Pull every line containing "Zuhaizti" from the listing below.

▬▬▬▬▬▬

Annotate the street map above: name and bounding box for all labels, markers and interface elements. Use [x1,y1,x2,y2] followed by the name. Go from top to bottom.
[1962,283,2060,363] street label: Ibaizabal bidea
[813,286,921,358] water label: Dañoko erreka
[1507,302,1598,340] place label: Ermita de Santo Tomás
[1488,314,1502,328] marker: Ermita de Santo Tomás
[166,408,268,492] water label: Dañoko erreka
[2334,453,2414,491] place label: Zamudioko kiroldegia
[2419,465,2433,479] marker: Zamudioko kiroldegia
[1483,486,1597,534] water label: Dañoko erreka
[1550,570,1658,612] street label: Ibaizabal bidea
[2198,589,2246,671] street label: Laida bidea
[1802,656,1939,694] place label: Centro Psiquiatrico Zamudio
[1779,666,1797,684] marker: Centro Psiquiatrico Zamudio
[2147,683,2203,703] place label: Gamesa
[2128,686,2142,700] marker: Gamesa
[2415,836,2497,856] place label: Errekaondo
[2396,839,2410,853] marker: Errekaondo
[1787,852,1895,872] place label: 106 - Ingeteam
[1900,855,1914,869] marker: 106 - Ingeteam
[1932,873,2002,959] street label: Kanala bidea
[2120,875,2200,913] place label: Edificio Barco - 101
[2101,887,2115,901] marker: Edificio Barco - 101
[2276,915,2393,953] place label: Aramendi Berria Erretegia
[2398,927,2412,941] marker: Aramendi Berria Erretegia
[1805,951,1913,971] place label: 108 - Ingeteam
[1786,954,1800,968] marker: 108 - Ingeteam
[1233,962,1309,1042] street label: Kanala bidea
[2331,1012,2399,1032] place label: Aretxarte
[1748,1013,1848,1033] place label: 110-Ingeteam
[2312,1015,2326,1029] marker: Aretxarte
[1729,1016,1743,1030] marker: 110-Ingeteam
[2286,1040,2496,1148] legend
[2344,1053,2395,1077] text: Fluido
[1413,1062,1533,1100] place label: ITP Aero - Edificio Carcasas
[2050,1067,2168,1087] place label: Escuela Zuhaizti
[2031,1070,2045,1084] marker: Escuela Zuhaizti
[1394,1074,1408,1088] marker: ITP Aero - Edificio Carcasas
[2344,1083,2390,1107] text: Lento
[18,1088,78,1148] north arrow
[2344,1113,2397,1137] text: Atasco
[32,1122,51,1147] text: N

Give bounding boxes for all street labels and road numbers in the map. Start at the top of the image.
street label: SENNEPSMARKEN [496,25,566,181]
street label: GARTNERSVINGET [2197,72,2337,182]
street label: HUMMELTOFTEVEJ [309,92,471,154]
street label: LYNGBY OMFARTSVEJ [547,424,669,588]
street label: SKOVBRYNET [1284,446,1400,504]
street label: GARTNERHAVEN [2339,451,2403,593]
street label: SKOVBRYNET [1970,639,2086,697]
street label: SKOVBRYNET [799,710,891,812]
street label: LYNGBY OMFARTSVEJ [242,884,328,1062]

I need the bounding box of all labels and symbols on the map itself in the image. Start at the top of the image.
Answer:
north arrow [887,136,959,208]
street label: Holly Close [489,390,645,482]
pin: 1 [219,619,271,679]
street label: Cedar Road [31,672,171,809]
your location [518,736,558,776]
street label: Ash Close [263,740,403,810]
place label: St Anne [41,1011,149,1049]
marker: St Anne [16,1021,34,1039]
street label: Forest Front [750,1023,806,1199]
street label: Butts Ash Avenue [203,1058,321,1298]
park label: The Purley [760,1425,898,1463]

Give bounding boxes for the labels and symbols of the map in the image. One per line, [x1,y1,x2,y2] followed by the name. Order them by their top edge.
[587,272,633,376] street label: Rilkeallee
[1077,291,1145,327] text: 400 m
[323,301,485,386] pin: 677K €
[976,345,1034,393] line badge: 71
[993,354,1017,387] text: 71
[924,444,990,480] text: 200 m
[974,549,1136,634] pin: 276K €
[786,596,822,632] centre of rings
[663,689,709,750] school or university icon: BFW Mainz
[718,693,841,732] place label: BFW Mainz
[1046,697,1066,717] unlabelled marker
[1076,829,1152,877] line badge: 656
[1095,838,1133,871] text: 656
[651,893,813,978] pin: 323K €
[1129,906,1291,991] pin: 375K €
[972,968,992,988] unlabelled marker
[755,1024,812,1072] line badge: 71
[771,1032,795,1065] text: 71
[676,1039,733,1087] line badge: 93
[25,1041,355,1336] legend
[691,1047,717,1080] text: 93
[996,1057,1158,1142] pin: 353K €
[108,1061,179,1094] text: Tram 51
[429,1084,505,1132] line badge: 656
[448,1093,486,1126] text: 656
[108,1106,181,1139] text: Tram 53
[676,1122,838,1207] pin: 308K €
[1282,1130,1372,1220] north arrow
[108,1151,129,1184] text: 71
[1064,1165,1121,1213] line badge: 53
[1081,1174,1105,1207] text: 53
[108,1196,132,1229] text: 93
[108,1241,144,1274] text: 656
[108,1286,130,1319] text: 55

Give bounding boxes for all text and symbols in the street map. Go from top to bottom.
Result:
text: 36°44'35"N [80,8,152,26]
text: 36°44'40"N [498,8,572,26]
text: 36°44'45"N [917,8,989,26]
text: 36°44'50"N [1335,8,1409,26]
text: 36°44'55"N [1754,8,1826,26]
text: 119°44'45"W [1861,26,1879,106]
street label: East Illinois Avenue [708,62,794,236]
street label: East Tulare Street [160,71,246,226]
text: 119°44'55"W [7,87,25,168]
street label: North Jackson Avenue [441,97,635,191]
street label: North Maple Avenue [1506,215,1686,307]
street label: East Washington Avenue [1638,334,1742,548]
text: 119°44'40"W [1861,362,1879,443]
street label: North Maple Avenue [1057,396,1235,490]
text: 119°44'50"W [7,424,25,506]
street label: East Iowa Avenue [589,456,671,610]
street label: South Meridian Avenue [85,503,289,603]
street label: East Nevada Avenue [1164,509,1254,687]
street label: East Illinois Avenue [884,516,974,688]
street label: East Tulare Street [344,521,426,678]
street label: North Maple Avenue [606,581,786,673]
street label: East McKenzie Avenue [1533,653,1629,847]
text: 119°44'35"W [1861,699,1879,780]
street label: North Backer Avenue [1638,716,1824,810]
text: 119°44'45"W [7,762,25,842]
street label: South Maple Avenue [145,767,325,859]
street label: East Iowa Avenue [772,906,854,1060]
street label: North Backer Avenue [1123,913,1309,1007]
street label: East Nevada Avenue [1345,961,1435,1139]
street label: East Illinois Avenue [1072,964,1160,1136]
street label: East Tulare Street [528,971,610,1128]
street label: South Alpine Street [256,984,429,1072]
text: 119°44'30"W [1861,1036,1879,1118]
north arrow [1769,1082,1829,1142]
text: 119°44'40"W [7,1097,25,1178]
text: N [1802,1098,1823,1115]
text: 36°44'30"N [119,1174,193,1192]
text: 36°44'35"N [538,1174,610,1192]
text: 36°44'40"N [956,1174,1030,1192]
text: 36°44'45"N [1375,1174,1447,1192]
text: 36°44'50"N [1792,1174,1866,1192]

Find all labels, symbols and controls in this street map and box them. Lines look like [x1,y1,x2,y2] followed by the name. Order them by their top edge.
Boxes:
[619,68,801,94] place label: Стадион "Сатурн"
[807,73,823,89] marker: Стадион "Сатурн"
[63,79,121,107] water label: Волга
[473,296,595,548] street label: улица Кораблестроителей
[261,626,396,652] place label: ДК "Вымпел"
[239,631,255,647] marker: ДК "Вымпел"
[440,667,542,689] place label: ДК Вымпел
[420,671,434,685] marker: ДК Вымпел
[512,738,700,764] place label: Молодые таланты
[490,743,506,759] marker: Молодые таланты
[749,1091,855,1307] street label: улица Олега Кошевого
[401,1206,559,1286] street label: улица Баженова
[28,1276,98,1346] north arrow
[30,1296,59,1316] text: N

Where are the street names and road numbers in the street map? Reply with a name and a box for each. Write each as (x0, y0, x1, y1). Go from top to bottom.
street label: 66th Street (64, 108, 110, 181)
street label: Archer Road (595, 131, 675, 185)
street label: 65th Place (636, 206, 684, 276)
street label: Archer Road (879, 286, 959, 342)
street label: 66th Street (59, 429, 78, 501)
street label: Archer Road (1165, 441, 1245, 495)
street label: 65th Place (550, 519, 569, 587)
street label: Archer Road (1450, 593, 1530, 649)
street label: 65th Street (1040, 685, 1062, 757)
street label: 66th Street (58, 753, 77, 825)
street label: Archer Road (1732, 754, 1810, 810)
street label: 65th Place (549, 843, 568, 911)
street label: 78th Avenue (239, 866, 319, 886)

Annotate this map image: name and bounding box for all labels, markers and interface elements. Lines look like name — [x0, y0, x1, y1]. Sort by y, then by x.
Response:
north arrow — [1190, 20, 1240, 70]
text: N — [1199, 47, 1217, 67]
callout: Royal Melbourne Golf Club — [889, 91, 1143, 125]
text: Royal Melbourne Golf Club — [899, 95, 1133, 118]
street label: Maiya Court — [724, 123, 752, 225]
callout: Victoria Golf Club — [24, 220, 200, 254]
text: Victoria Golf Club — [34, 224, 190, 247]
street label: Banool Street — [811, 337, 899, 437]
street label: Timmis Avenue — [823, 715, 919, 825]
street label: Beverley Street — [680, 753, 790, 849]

▬▬▬▬▬▬

**Solution**
[2050,1067,2168,1087] place label: Escuela Zuhaizti
[2031,1070,2045,1084] marker: Escuela Zuhaizti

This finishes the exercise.